Usman Khan will almost certainly have been screened using the home-grown ERG tool and information gleaned – including his successful deception as a reformed character - will have informed his fateful release to murder two innocent people and traumatise the nation. Junk in, junk out.

It is not just the process that needs to be overhauled, there remains a cultural issue at the heart of this problem that Hall alludes to without in my view going far enough – I’m guessing because of time constraints. Our Prison service corporate management is dominated by what I would call a ‘reclamation theology’ – an unstinting belief that everyone no matter how awful the crime can be redeemed. This has filtered down through the counter-terrorism and extremist arrangements and its outworking can be seen in the way professionals, approach their ‘clients’ assessments in a ‘therapeutic’ encounter which risks becoming collusive rather than coldly focused on risk and dangerousness. 

I’m not suggesting that fundamental change is impossible – indeed I have outstanding professional colleagues, former extremists, who have been through this long, hard journey. Exactly the sorts of people you’d want advising on the authenticity of any rejection of violence. But we’ve seen the awful consequences of an over-reliance on prison psychologists, a moral universe removed from their extremist subjects who can and will be ‘gamed’ by sophisticated liars.

Hall’s report laments the absence of ‘Command and Control’ by ‘MAPPA’ – those multi-agency public protection arrangements – without the executive control over resources to successfully manage terrorist prisoners on release. 

This goes to the heart of my problem with what is otherwise a thorough and intelligent analysis. After counting the ways in which risk management of terrorists is failing, Hall then concludes that current arrangements are adequate (albeit with some improvements). 

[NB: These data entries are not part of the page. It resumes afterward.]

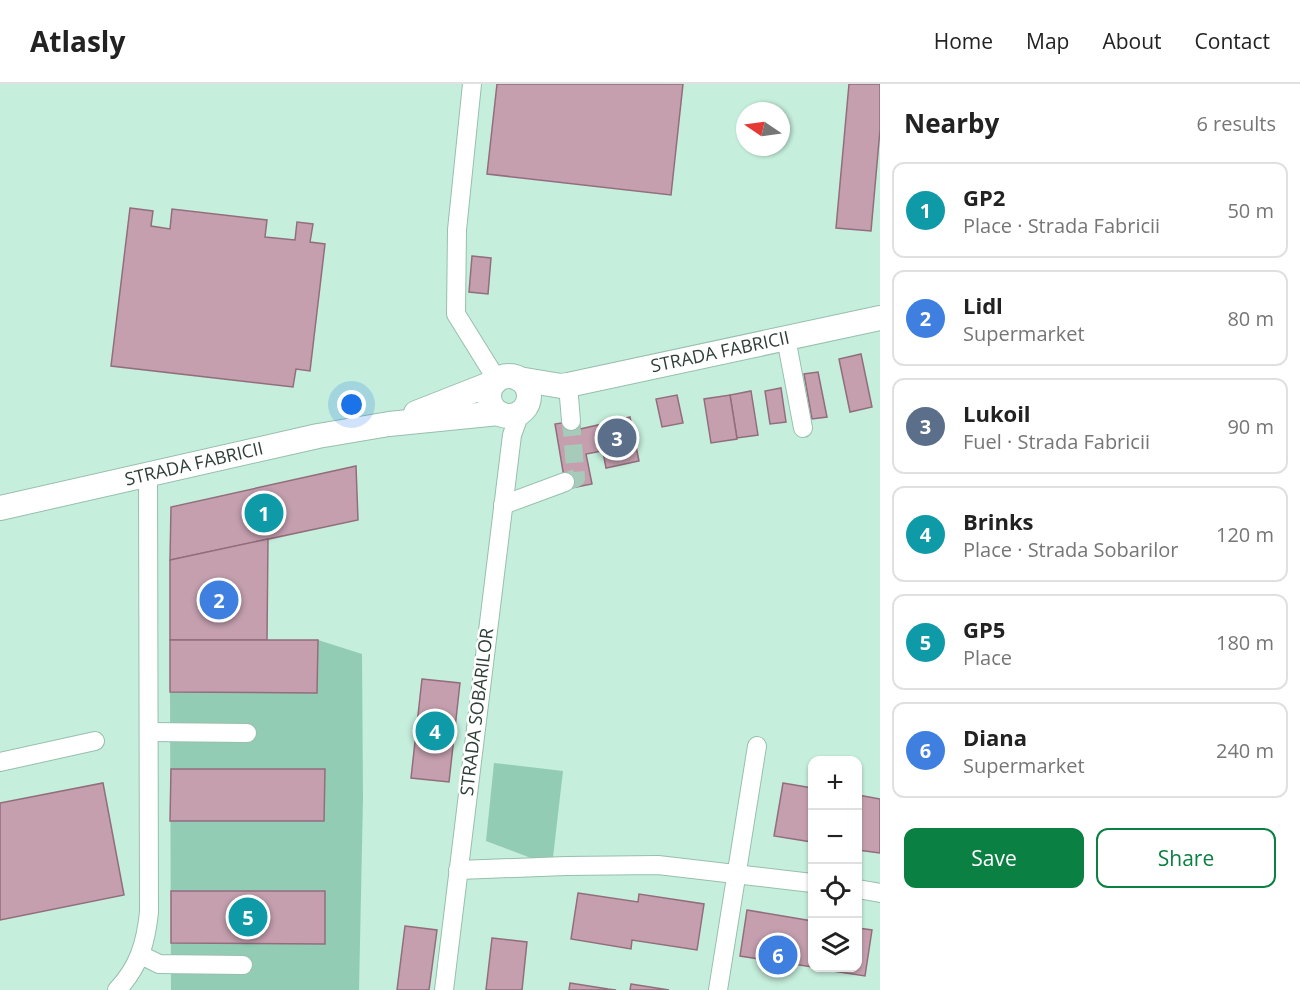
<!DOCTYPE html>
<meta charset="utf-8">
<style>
body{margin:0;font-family:"Open Sans",sans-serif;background:#f6f6f6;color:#222}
.controls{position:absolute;right:18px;bottom:18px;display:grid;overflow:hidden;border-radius:12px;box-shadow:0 2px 4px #0004}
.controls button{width:54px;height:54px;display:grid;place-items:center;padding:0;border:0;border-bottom:2px solid #e0e0e0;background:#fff;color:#222;font:30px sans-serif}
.compass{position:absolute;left:736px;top:18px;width:54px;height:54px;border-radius:50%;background:#fff;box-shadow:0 2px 4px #0004;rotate:283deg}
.you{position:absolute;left:352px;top:321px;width:21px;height:21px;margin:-15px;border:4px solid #fff;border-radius:50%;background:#1a73e8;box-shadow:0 0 0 9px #1a73e833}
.badge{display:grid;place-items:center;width:39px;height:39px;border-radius:50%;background:#0b8043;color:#fff;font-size:20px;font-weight:700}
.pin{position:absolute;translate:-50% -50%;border:3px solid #fff;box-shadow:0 2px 6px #0006}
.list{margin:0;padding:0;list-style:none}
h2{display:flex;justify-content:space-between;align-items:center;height:78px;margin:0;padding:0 24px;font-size:26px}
h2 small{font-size:20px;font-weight:400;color:#767676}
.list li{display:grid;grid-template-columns:39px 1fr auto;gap:18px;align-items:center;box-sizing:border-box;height:96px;margin:0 12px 12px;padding:0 12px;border:2px solid #e0e0e0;border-radius:12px}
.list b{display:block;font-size:22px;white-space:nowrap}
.list p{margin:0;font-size:20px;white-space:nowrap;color:#767676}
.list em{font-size:20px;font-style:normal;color:#767676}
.actions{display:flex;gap:12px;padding:18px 24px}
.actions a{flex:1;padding:14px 0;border:2px solid #0b8043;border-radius:12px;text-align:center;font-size:21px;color:#0b8043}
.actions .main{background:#0b8043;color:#fff}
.icon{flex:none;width:33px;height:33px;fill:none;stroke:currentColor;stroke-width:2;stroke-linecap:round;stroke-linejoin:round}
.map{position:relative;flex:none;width:880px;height:906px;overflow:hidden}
header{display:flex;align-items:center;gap:36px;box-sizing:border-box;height:84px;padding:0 30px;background:#fff;border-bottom:2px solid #e0e0e0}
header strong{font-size:28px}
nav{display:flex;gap:33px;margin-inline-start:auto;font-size:21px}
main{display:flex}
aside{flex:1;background:#fff}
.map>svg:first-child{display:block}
.green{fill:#93ccb4}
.building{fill:#c59fae;stroke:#926e7d;stroke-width:1.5}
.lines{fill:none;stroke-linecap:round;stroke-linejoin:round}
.minor-tunnel{stroke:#a7cbbb;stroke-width:18;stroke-dasharray:18 9;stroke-linecap:butt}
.minor-casing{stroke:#97bfad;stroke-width:20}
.major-casing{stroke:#97bfad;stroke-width:26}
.minor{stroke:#fff;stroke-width:18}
.major{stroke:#fff;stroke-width:24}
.labels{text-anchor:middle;stroke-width:5;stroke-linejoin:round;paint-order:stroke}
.street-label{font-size:18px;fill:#2f3f38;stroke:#fff}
</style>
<header>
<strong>Atlasly</strong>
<nav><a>Home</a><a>Map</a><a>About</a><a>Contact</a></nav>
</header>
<main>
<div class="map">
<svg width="880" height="906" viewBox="0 0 880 906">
<rect width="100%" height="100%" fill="#c5eedc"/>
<g class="green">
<path d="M318,556l44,14 1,144 -4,192h-188l-1,-298h147z"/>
<path d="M494,679l69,8 -11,95 -66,-25z"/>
</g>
<g class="building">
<path d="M497,0h186l-12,111 -184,-21z"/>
<path d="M849,0h31v46l-9,101 -35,-3z"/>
<path d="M130,124l23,3 -2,15 19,3 2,-20 95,11 -2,17 30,3 2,-18 16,2 -3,18 15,2 -15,127 -14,-2 -3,18 -182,-21z"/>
<path d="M472,172l19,2 -3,36 -19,-2z"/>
<path d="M861,270l11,53 -22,5 -11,-53z"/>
<path d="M818,288l9,45 -15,2 -8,-45z"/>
<path d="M781,304l5,34 -16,2 -5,-33z"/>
<path d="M751,307l7,44 -21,3 -7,-43z"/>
<path d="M677,311l6,28 -21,4 -6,-28z"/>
<path d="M730,311l7,44 -26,4 -7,-44z"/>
<path d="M630,333l9,44 -33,7 -8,-43z"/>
<path d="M579,336l1,9 18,-4 4,26 -16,3 6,30 -26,5 -11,-65z"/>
<path d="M356,382l2,54 -188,40 1,-53z"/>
<path d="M268,455l-1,101h-97v-80z"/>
<path d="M170,556h148l-1,53 -147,-1z"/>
<path d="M422,595l38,4 -11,99 -38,-4z"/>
<path d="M171,685h154l-1,52h-154z"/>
<path d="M103,699l21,112 -124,25v-117z"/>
<path d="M783,699l29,5v54l-38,-6z"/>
<path d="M858,711l22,4v54l-22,-3z"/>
<path d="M171,807h154v53l-154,-1z"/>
<path d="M578,809l60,9 1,-8 65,10 -7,46 -65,-10 -1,9 -60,-10z"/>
<path d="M747,826l65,11v46l-72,-11z"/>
<path d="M405,842l32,4 -8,60h-32z"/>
<path d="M858,844l14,2 -7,46 -52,-8h45z"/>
<path d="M492,854l35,4 -5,48h-36z"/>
<path d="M570,899l38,6 8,1h-47z"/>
<path d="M631,900l38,6h-39z"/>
</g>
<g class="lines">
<path class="minor-tunnel" d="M565,398l11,-4 -5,-57"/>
<g class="minor-casing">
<g id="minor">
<path d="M472,0l-15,146 -1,84 41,66"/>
<path d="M786,254l17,90"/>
<path d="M568,301l3,36"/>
<path d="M503,421l62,-23"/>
<path d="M149,648l98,1"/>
<path d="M0,678l95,-21"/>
<path d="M458,786l108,-4 92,-1 154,18"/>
<path d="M858,805l22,4"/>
<path d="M141,871l18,9 84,1"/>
<path d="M117,906c22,-23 29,-48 32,-78l-1,-437"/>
<path d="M444,906l68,-555 8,-22"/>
<path d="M718,906l39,-244"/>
</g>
</g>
<g class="major-casing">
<g id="major">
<circle cx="509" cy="312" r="20"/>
<path d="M519,295l42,7 7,-1 312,-67"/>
<path d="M416,329l79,-31"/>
<path d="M0,424l318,-72 71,-12 110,-11"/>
</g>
</g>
<use href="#minor" class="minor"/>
<use href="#major" class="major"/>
</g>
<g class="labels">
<g class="street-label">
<text transform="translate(720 268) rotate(-12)" y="6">STRADA FABRICII</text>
<text transform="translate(194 380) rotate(-13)" y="6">STRADA FABRICII</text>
<text transform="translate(477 628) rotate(-83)" y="6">STRADA SOBARILOR</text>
</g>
</g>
</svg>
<div class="controls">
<button>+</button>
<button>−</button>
<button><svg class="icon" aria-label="locate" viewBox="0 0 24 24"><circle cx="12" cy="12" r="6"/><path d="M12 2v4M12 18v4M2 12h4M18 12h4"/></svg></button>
<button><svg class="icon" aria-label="layers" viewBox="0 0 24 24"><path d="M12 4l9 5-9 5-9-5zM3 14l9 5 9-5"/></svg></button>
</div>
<svg class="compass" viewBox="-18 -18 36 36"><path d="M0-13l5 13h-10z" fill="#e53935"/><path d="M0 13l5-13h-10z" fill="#767676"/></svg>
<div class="you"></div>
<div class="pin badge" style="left:264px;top:429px;background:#0f9aa8">1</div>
<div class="pin badge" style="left:219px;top:516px;background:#3f7fe0">2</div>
<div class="pin badge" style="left:617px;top:354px;background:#5c6f8a">3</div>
<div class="pin badge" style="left:435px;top:647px;background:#0f9aa8">4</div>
<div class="pin badge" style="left:248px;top:833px;background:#0f9aa8">5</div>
<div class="pin badge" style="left:778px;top:871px;background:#3f7fe0">6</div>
</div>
<aside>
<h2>Nearby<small>6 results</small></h2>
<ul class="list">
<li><span class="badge" style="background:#0f9aa8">1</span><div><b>GP2</b><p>Place · Strada Fabricii</p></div><em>50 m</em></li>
<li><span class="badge" style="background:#3f7fe0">2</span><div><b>Lidl</b><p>Supermarket</p></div><em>80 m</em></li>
<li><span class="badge" style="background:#5c6f8a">3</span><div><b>Lukoil</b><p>Fuel · Strada Fabricii</p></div><em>90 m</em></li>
<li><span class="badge" style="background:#0f9aa8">4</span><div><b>Brinks</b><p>Place · Strada Sobarilor</p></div><em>120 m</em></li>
<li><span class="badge" style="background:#0f9aa8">5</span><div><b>GP5</b><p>Place</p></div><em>180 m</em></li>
<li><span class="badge" style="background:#3f7fe0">6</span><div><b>Diana</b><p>Supermarket</p></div><em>240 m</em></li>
</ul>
<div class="actions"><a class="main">Save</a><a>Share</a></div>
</aside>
</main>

I find this position truly baffling. MAPPA was invented to manage high-risk/high harm sex offenders and the arrangements for terrorists have been bolted on over the years. In defence of preserving these cut and shunt arrangements, it is merely noted that they are ‘well understood’ as if longevity were somehow an overriding virtue. They are apparently so well understood that Hall himself finds that there are police chiefs with no idea they have released terrorists on licence in the communities they are charged to protect! 

This complacency is worrying. We need fundamental change to the way we manage offenders inspired by ideology. Primarily, as this report demonstrates in many ways, those small numbers of extremely dangerous people should be managed from the start of their prison sentence to the end of their supervision in the community by one stand-alone agency with the expertise, experience and executive authority to make all decisions about their risk and management. Instead of any number of hurriedly commissioned and often imperfect reports at various hand off points in the offenders journey: court – prison – parole – probation/MAPPA,  we should have one dedicated case management unit predominantly staffed by front line practitioners. This unit would be able to build a detailed biographical knowledge of the offender, assertively challenge their toxic worldview, collect vital intelligence on future attacks and provide individualised support to change. 

Hall says that there might be an over-reliance on the terrorist’s performance in prison in predicting future threat. I agree. As long as we have prisons that leave terrorists alone in return for good behaviour, we will have that problem. We might well also be building time bombs.

Government is distracted by far greater woes than occasional terrorist murder right now. But few will forget the public outrage created by Usman Khan and Sudesh Amman either side of last Christmas, both released automatically but intent on bringing murder and mayhem to the streets of London. A small number of people are capable of causing hugely disproportionate harm where institutional naivety and flawed assessments have played a role. The Government has acted swiftly to close loopholes in the law meaning more terrorists will spend longer in prison. But most will be back amongst us one day soon. We are not well prepared. This report is a lost opportunity to help us be so.